Autonomous truck sets course for motorway ATLAS-L4 funding project records important milestones

  • Sensor vehicle already collecting data on motorway
  • Technical foundation laid for autonomous driving control centre
  • First automated motorway test drives to take place this year

The driverless truck is gradually becoming a reality: Since January 2022, MAN Truck & Bus, Knorr-Bremse, Leoni, Bosch, Fernride, BTC Embedded Systems, Fraunhofer AISEC, Technische Universität München, Technische Universität Braunschweig, TÜV SÜD, Autobahn GmbH and Würzburg Institute of Transport Sciences (WIVW GmbH) have been working together on the research and development project ATLAS-L4 (Automated Transport between Logistics Centres on Level 4 Expressways) to put autonomous trucks on the road. The project is based on the 2021 law on autonomous driving, which in principle allows autonomous driving on defined routes under technical supervision. After the first 22 months, the project, which is funded by the German Federal Ministry of Economics and Climate Protection, has already reached important milestones.

“ATLAS-L4 will soon be the first autonomous truck on a German motorway,” says Dr. Frederik Zohm, Executive Board Member for Research and Development at MAN Truck & Bus, describing the common goal of the twelve ATLAS-L4 project partners. “In this way we want to contribute to hub-to-hub automation, i.e. driverless commuting between logistics yards, and thus to more safety, more efficiency and less congestion on the roads – the driver shortage can also be countered with automation concepts”.

What has been achieved since the start of the project?

The partners jointly presented the results of their work to date at a project event in Munich on 24 October.

For example, MAN Truck & Bus, which is responsible for the overall development of the system, has now built a prototype vehicle. It is equipped with sensors on the roof, front and sides of the driver’s cab, as well as integrated computers. It will initially be used as a sensor vehicle to collect data before the functional development of autonomous driving begins, including initial test drives on the motorway with a safety driver. The vehicle has already successfully completed its first kilometres on MAN’s Munich test track. Functionalities and interfaces were put to the test: for the first time the components communicated with each other and for the first time the sensors detected a realistic environment.

The safety-related subsystems for the Level 4 architecture, such as the electrical system, steering and redundant braking system, have also been designed and successfully tested in the first prototypes.

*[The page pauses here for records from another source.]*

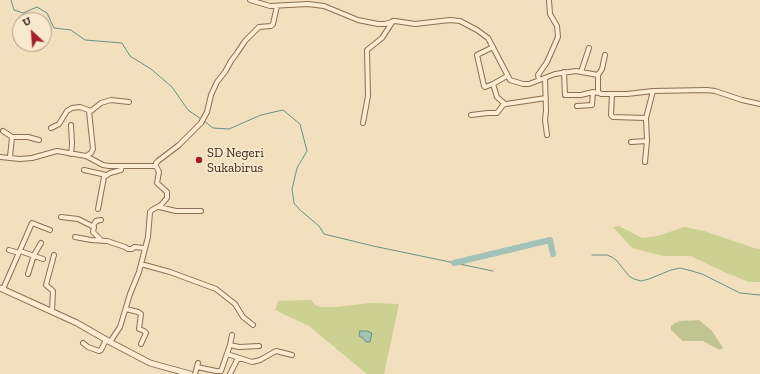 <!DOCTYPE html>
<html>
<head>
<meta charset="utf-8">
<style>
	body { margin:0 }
	#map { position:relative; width:760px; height:374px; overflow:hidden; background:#f1dfbd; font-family:"Zilla Slab",serif }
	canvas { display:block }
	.north { position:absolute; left:12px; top:12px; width:40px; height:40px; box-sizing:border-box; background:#f8e9cd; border:1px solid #ac9c86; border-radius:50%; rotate:334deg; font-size:11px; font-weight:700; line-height:16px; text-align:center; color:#39281b }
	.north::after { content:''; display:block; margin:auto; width:14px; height:18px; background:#9f2028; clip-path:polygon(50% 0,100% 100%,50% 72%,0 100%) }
</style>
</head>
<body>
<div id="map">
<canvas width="760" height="374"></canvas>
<div class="north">U</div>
</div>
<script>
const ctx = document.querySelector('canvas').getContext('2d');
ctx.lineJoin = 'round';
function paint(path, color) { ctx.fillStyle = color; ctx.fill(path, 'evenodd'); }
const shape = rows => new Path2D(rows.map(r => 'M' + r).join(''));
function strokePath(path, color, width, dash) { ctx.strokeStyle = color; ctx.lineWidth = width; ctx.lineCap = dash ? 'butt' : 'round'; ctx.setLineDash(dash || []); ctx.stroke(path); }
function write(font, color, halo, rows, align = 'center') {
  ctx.font = font + ' "Zilla Slab",serif'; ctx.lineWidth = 3.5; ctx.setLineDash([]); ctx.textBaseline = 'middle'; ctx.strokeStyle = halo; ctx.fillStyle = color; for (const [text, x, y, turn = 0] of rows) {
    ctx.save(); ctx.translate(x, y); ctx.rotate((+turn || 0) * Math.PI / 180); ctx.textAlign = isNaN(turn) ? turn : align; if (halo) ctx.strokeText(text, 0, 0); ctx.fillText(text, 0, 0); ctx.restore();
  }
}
const green = shape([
	[619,226,642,238,658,236,684,227,704,231,754,248,760,249,760,282,749,282,724,272,691,256,663,256,632,248,613,227],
	[307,300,311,300,315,305,321,307,336,307,370,303,399,304,384,374,367,374,309,326,275,310,278,301]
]);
const cemetery = shape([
	[699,320,712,331,723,348,720,350,703,341,683,341,671,330,671,326,675,323,680,321]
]);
const water = shape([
	[360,331,367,331,372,333,370,342,366,342,362,337,360,337,359,335,360,331]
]);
const stream = shape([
	[11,0,14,10,23,13,37,7,47,13,54,28,71,30,85,40,122,43,130,56,151,69,172,87,188,110,201,119],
	[204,121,213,128,229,129,261,115,283,110,300,124,307,151,297,168,292,189,294,203,300,210,319,226,324,234,373,246,493,271],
	[592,255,607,255,612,257,617,261,629,276,634,279,641,281,649,279,671,270,680,268,692,271,702,274,740,293,760,295]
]);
const river = shape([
	[454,263,550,240,553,254]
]);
const minor = shape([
	[250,0,270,6,308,4,324,6,358,20,378,24,385,24,395,21,415,24,450,20,460,21,477,30,488,38,510,80,523,84,529,84,555,74,576,71,598,75,598,92,601,94,627,94,653,91,707,90,715,91,742,100,760,104],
	[493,47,477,55,484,86,485,87,493,84,507,76],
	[564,72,565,95,581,95,593,92,599,93],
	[581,72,589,48],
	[598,75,602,69,605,55],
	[545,78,546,111,545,120,547,135],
	[539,80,538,75,547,62,558,37,557,26,550,14,549,0],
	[493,84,497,97,505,104],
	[612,95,611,115,613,117,646,118],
	[577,106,592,105,593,92],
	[471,115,488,113,497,113,503,105,506,104,546,98],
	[363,123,368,96,367,50,382,38,393,21],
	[71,125,72,144,71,154],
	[51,128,59,124,67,111,72,108,80,107,91,111,101,103,111,100,129,102],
	[3,131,12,137],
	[631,142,647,141],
	[86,156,91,153,93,149,89,111],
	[0,157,20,159,32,158,57,151,86,156,103,165,109,166,156,166],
	[10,157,12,137,28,137,39,140],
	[645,162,647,141,646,118,653,91],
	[156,166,156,163,158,161,179,145,201,123,207,112,211,95,217,82,225,72,231,61,237,53,245,41,259,27,271,26,273,24,277,6],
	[84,170,106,175],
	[159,207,176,211,201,211],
	[98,209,104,177,110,173,121,170,122,166],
	[61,217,78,219,94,227,93,232,101,240],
	[93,226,96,221,101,220],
	[75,237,91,240,107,241,125,247,128,249,132,249,134,247,144,248],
	[9,250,19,253],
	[20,251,43,259],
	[141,264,170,272,216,289,235,304,243,317,253,325],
	[28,274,34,255,41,243],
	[3,289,32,223,50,230],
	[126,309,138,312,141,314,139,329,144,331,146,333,141,344],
	[52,311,53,291,46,285,54,255],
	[110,342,120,327,130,294,139,272,148,237,150,212,152,210,161,205,167,198,167,192,157,183,159,172,156,166],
	[83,343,88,347,99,351,101,350,106,340],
	[230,345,239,347,259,346],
	[227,354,252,362,260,360,276,351,292,355],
	[197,367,216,371,221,371,230,345,232,335],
	[195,374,198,363],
	[230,374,238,358]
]);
const tertiary = shape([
	[0,288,77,323,110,342,150,363,190,374]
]);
const markers = [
	[199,160,4,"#9f2028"]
];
const poiNames = [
	["SD Negeri",207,153],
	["Sukabirus",207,168]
];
paint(green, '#ccd090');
paint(cemetery, '#c0c491');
paint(water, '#a1c2b7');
strokePath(water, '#689184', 1);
strokePath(stream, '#689184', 1);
strokePath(river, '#a1c2b7', 6);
strokePath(minor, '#8b6e55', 6);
strokePath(tertiary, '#8b6e55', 7);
strokePath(minor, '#fcecd1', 4);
strokePath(tertiary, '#fcecd1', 5);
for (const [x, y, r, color] of markers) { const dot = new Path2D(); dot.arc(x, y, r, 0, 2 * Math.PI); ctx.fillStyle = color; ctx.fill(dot); strokePath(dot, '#f8e9cd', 1.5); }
write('13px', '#39281b', '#f8e9cd', poiNames, 'left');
</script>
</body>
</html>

This is another milestone to which the project team has already added a tick: In September, the control centre for technical monitoring was successfully commissioned and connected to the vehicle. The web interface now displays the vehicle on a map with all relevant information such as speed and automation status.

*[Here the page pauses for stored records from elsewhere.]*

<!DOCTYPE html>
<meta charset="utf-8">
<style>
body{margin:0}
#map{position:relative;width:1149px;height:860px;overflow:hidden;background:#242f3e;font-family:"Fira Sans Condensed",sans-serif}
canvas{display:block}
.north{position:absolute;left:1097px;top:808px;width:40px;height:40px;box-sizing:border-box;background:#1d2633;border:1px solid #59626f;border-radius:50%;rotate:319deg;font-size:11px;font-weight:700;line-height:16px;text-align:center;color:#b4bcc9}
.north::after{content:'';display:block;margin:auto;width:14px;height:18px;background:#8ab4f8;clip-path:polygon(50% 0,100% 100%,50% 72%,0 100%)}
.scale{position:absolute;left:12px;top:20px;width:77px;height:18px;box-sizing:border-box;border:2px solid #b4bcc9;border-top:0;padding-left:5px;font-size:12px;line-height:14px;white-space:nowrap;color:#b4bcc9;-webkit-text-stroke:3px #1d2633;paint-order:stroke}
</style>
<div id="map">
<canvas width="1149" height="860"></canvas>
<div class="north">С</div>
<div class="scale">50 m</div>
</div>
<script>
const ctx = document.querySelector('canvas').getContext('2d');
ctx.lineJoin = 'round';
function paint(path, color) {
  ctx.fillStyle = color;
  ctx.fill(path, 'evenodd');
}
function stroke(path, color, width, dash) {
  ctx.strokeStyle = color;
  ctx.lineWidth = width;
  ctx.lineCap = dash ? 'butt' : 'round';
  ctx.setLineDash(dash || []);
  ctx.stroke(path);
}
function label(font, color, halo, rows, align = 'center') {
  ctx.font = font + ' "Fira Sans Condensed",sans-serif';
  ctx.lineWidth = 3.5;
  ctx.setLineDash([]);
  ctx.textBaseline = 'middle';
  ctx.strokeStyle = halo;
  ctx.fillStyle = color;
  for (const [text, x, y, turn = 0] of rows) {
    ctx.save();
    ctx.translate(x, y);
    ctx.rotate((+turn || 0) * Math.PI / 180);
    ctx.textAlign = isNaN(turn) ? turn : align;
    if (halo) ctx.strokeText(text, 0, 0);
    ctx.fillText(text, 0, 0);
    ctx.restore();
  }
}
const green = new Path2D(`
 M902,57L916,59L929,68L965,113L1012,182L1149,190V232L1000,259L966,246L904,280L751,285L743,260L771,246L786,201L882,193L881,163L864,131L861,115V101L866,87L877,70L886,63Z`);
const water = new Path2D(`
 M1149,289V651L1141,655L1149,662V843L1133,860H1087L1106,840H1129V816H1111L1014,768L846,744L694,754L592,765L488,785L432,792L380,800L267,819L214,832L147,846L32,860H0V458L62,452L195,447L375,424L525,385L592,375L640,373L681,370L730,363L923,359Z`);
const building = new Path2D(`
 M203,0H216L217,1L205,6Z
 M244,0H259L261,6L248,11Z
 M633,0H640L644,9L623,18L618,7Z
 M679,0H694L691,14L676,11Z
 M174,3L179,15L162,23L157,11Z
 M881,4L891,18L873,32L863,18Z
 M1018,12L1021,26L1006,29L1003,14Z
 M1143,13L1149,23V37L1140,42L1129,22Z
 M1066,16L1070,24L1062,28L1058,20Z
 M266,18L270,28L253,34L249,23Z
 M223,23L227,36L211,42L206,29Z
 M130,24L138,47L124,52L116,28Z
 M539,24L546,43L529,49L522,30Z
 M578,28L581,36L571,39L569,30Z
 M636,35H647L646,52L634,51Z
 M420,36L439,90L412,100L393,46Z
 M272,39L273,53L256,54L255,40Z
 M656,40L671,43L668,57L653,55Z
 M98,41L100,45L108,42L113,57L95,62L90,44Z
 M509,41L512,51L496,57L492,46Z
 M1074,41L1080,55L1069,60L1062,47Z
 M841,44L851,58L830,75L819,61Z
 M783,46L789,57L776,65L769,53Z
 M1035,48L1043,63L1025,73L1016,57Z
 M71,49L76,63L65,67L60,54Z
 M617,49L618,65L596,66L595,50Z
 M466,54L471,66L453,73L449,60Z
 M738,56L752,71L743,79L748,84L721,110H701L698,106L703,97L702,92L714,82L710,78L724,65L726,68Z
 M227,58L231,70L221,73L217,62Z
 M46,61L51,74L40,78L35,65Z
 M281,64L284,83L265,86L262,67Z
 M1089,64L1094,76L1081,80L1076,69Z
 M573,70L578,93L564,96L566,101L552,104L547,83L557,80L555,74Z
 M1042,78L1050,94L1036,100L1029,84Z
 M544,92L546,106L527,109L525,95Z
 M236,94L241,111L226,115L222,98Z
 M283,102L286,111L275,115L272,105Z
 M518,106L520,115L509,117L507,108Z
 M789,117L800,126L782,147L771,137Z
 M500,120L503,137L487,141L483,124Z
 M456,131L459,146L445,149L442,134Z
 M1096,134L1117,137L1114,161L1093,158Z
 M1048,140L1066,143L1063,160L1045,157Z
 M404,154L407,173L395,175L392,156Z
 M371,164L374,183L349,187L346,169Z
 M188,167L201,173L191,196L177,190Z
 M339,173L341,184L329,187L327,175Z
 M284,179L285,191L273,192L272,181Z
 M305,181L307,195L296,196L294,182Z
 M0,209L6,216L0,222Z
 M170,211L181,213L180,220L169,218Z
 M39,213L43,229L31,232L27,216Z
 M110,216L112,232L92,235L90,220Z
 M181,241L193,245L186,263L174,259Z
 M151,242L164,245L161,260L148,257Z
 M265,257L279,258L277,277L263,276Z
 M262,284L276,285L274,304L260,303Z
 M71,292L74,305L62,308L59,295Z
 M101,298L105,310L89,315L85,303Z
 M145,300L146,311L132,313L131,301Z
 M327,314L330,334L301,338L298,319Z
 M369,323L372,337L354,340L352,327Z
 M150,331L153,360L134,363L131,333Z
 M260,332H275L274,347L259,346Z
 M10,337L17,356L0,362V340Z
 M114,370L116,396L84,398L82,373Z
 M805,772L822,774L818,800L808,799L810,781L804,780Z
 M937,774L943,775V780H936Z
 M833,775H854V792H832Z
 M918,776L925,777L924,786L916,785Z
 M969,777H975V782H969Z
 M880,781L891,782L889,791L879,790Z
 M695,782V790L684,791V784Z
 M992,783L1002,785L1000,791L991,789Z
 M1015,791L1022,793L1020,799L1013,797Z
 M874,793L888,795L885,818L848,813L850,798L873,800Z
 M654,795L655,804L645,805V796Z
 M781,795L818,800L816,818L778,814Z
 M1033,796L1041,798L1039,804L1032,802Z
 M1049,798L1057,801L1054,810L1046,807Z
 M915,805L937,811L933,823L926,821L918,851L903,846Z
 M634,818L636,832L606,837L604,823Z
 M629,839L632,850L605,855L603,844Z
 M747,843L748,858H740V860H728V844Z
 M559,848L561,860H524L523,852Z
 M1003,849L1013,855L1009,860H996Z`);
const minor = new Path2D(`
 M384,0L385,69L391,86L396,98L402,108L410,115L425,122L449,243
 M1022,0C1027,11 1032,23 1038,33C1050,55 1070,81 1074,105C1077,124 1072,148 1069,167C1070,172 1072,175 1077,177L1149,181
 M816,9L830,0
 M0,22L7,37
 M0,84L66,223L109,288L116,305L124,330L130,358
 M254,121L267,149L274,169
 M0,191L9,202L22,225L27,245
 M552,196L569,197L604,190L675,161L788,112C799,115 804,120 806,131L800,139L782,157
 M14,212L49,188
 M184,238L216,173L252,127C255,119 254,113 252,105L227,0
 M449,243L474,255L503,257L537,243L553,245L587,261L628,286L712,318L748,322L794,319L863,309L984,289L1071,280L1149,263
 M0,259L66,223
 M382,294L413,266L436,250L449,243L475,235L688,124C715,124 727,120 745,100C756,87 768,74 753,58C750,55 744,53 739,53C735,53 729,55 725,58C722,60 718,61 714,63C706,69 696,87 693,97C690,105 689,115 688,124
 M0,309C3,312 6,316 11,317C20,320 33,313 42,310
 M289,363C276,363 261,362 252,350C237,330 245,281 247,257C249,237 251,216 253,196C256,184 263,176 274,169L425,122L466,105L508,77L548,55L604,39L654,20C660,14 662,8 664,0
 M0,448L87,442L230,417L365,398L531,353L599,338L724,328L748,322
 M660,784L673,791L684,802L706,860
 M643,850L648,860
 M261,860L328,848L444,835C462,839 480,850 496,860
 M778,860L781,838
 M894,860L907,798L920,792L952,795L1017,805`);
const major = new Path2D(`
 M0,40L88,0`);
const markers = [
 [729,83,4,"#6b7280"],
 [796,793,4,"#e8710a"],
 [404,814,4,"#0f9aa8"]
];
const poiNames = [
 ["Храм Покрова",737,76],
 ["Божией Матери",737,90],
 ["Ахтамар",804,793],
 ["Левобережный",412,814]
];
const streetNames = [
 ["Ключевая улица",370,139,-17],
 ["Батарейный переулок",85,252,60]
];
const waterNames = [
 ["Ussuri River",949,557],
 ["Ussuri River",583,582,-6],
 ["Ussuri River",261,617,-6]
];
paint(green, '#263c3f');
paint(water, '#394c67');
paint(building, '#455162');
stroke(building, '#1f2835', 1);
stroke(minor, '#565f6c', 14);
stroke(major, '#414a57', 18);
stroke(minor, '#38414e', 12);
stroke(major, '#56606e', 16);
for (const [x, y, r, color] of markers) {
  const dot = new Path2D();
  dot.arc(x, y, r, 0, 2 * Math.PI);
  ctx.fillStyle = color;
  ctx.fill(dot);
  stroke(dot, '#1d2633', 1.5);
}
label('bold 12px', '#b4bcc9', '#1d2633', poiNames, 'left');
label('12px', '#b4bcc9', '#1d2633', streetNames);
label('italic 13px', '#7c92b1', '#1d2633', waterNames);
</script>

In addition, MAN and the Fraunhofer Institute for Applied and Integrated Security AISEC successfully carried out the project-accompanying risk analysis for the vehicle. On this basis, cyber security measures such as authentic and encrypted communication and functional security measures such as redundancies and degradation concepts were defined for the autonomous driving system. Extensive attack and failure scenarios are run through and appropriate protection concepts are developed.

photo: MAN Truck & Bus SE

The next steps

The next major milestone is the debut on public roads: the test vehicle is expected to make its first motorway journeys before the end of the year – with a safety driver on board, of course.

All of these milestones contribute to the long-term goal of ATLAS-L4: to prove that the use of Level 4 automated and thus driverless vehicles on motorways is feasible. This is the cornerstone for future series applications for a Logistics 4.0 – made possible by the network of the strong ATLAS-L4 consortium. The project will run until December 2024, at the end of which there should be an industry-ready concept for the operation of automated trucks on motorways.